## WORK ITEM
If a line comes after the one containing "position:absolute; left:42px; top:42px;", leave it out; copy every line before it, and that line too, exactly as written, starting from the first line of the entries.

## Dataset entries
_ _ _ _
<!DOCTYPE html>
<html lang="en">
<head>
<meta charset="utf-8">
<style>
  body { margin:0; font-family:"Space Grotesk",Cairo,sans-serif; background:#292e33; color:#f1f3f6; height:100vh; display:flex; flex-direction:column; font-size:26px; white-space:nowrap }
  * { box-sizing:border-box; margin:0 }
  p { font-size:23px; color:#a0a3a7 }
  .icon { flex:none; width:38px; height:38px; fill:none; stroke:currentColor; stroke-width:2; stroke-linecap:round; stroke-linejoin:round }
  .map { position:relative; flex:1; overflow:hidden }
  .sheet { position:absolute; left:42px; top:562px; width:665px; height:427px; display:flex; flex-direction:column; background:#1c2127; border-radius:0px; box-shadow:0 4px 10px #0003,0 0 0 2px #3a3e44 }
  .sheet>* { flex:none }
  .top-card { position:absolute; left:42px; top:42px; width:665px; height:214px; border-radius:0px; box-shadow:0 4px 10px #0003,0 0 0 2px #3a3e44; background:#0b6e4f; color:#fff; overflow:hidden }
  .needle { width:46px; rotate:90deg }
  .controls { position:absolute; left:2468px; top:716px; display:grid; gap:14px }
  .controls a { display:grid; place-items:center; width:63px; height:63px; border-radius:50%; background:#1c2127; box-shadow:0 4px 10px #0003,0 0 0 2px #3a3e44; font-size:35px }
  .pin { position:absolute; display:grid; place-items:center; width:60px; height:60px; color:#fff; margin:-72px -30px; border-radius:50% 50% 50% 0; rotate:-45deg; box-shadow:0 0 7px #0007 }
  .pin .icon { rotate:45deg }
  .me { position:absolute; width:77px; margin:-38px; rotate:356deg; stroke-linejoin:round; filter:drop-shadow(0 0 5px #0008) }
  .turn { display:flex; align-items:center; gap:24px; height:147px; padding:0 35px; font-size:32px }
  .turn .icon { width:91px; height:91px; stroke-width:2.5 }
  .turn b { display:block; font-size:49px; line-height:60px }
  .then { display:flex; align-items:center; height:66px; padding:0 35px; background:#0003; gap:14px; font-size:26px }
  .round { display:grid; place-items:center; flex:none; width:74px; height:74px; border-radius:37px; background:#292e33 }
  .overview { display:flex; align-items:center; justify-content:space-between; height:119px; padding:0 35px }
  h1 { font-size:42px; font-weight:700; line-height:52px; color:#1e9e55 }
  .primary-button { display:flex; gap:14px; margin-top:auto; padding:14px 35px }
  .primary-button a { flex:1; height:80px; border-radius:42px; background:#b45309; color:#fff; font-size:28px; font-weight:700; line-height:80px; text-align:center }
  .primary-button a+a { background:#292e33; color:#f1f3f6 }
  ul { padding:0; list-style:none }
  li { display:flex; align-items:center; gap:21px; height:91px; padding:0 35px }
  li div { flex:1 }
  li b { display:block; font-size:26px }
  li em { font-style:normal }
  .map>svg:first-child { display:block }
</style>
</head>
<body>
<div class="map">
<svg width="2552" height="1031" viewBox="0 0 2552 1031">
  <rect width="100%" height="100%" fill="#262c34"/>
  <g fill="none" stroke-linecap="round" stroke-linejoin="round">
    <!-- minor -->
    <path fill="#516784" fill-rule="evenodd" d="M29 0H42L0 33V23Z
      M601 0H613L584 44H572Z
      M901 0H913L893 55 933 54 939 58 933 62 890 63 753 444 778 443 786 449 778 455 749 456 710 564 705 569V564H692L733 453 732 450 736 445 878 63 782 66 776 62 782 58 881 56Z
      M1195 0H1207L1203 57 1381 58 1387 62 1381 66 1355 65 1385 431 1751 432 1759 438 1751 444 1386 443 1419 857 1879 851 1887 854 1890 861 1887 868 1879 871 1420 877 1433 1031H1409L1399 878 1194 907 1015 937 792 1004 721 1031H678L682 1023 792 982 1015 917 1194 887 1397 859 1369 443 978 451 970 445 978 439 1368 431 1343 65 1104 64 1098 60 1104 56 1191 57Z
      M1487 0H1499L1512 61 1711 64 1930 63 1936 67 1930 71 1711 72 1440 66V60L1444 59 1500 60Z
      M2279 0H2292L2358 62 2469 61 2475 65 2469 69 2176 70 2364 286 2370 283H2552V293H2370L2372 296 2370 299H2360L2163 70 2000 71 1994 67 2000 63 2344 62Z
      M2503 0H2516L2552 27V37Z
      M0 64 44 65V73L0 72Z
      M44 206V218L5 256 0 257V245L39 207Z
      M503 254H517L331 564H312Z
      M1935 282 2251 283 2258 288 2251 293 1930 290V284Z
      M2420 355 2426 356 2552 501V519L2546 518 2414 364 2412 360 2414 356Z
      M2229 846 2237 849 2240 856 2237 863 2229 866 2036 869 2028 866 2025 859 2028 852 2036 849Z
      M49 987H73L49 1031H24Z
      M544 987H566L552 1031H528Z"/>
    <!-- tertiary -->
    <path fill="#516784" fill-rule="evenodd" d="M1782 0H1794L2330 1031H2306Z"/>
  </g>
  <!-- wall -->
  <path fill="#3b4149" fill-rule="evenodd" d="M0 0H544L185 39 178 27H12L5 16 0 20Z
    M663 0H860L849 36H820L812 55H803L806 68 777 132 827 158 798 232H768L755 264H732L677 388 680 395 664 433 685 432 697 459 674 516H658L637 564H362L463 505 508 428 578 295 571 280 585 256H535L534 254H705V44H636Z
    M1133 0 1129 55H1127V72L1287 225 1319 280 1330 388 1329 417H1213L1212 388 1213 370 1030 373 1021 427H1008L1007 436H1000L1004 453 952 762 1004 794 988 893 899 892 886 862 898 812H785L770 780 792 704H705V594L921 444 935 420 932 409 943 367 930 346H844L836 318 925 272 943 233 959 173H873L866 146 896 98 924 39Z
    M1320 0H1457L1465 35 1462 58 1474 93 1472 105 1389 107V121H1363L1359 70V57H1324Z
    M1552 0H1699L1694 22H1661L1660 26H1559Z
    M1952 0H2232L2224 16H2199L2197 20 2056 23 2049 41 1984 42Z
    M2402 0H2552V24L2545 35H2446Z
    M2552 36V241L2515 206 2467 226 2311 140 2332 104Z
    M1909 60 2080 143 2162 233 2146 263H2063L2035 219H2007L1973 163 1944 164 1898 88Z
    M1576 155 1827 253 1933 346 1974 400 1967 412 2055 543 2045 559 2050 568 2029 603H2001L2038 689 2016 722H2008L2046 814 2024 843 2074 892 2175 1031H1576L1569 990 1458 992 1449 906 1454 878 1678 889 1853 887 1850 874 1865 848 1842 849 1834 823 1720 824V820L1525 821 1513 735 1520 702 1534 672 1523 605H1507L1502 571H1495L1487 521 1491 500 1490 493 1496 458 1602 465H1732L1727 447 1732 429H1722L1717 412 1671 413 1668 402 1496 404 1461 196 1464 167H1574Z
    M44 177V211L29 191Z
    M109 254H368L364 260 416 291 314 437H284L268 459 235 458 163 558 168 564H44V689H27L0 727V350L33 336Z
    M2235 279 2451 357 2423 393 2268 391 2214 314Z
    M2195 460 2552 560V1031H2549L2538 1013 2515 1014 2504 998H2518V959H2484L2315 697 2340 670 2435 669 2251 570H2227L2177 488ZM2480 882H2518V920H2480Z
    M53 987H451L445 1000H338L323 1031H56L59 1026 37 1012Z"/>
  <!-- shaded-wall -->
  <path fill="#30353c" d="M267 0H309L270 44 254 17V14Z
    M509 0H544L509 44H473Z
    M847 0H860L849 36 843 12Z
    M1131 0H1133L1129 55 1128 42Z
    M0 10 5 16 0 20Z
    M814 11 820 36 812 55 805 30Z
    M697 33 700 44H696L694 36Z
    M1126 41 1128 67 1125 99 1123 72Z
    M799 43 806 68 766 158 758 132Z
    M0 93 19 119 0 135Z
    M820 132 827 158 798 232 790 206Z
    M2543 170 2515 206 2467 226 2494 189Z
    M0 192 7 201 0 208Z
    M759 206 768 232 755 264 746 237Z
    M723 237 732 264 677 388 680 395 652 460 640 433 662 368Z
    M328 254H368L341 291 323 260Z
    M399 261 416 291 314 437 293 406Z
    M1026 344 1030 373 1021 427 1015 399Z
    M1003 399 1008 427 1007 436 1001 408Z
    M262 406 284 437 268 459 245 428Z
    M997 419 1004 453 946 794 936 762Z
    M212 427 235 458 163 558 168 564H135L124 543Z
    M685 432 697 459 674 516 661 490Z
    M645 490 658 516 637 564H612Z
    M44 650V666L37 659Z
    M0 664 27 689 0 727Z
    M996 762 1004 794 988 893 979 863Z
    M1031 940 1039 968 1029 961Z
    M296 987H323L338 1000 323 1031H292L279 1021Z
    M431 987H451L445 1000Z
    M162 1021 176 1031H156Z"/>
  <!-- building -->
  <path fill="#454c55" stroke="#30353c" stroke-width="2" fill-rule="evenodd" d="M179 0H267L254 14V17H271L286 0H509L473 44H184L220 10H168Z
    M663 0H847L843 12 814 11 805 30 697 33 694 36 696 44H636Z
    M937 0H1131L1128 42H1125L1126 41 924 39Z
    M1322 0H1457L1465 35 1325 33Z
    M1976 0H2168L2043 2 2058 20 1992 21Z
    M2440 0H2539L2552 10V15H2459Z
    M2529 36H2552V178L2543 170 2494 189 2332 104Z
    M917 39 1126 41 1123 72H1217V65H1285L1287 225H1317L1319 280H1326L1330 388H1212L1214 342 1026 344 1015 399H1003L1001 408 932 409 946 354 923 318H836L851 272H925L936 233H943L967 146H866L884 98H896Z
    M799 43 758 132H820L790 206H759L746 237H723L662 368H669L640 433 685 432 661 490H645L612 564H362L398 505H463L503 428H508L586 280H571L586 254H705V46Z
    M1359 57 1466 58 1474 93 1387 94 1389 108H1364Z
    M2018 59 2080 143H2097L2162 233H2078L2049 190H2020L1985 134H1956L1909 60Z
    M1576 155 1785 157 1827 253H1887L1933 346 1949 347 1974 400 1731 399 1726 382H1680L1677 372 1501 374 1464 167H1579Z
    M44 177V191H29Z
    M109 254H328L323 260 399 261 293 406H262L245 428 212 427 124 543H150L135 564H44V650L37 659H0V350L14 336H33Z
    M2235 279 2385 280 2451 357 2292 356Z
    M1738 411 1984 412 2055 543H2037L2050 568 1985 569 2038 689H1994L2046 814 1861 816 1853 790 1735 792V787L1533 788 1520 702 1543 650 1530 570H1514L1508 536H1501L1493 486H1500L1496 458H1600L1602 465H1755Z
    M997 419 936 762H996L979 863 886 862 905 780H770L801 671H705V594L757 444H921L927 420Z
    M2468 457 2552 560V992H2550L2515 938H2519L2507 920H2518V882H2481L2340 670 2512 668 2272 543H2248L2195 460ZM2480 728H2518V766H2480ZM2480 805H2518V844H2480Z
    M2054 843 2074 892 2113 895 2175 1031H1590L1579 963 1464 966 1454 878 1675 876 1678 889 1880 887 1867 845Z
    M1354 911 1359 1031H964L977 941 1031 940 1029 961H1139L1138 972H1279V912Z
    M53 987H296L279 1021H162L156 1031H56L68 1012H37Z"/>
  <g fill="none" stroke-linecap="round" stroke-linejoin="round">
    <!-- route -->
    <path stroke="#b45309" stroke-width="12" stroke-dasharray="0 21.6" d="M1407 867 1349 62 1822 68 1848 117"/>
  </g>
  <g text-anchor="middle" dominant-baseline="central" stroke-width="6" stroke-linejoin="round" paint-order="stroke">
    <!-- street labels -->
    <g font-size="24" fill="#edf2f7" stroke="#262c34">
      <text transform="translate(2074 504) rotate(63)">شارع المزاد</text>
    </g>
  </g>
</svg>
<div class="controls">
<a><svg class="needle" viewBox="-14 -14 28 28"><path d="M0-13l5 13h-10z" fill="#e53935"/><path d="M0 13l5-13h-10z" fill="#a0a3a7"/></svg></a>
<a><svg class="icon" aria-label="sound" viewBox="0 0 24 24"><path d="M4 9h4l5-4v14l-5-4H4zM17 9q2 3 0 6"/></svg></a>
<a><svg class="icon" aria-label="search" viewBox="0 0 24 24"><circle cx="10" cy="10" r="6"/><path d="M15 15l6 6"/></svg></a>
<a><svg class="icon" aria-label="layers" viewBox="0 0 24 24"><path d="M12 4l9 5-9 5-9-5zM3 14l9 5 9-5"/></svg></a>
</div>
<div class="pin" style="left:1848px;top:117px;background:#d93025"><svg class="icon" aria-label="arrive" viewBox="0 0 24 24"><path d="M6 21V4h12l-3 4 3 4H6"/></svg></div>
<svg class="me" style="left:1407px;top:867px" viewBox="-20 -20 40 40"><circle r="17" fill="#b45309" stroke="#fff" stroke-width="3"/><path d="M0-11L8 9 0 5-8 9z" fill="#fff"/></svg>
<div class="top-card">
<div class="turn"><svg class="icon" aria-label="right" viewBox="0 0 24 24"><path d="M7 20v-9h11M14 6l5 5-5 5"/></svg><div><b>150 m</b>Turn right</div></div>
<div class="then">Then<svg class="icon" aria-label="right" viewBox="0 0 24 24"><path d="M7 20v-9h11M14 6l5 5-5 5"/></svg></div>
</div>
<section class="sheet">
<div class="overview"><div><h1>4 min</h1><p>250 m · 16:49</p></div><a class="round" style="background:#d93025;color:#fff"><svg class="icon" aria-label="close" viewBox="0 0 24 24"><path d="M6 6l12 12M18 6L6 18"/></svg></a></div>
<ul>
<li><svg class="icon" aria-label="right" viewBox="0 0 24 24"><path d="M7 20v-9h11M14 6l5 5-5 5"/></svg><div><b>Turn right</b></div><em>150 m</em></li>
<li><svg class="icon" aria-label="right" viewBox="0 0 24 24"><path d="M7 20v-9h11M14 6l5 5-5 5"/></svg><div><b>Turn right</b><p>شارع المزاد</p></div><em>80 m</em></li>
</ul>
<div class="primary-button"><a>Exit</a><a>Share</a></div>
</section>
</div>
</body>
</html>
_ _ _ _
## COMPLETED TASK
<!DOCTYPE html>
<html lang="en">
<head>
<meta charset="utf-8">
<style>
  body { margin:0; font-family:"Space Grotesk",Cairo,sans-serif; background:#292e33; color:#f1f3f6; height:100vh; display:flex; flex-direction:column; font-size:26px; white-space:nowrap }
  * { box-sizing:border-box; margin:0 }
  p { font-size:23px; color:#a0a3a7 }
  .icon { flex:none; width:38px; height:38px; fill:none; stroke:currentColor; stroke-width:2; stroke-linecap:round; stroke-linejoin:round }
  .map { position:relative; flex:1; overflow:hidden }
  .sheet { position:absolute; left:42px; top:562px; width:665px; height:427px; display:flex; flex-direction:column; background:#1c2127; border-radius:0px; box-shadow:0 4px 10px #0003,0 0 0 2px #3a3e44 }
  .sheet>* { flex:none }
  .top-card { position:absolute; left:42px; top:42px; width:665px; height:214px; border-radius:0px; box-shadow:0 4px 10px #0003,0 0 0 2px #3a3e44; background:#0b6e4f; color:#fff; overflow:hidden }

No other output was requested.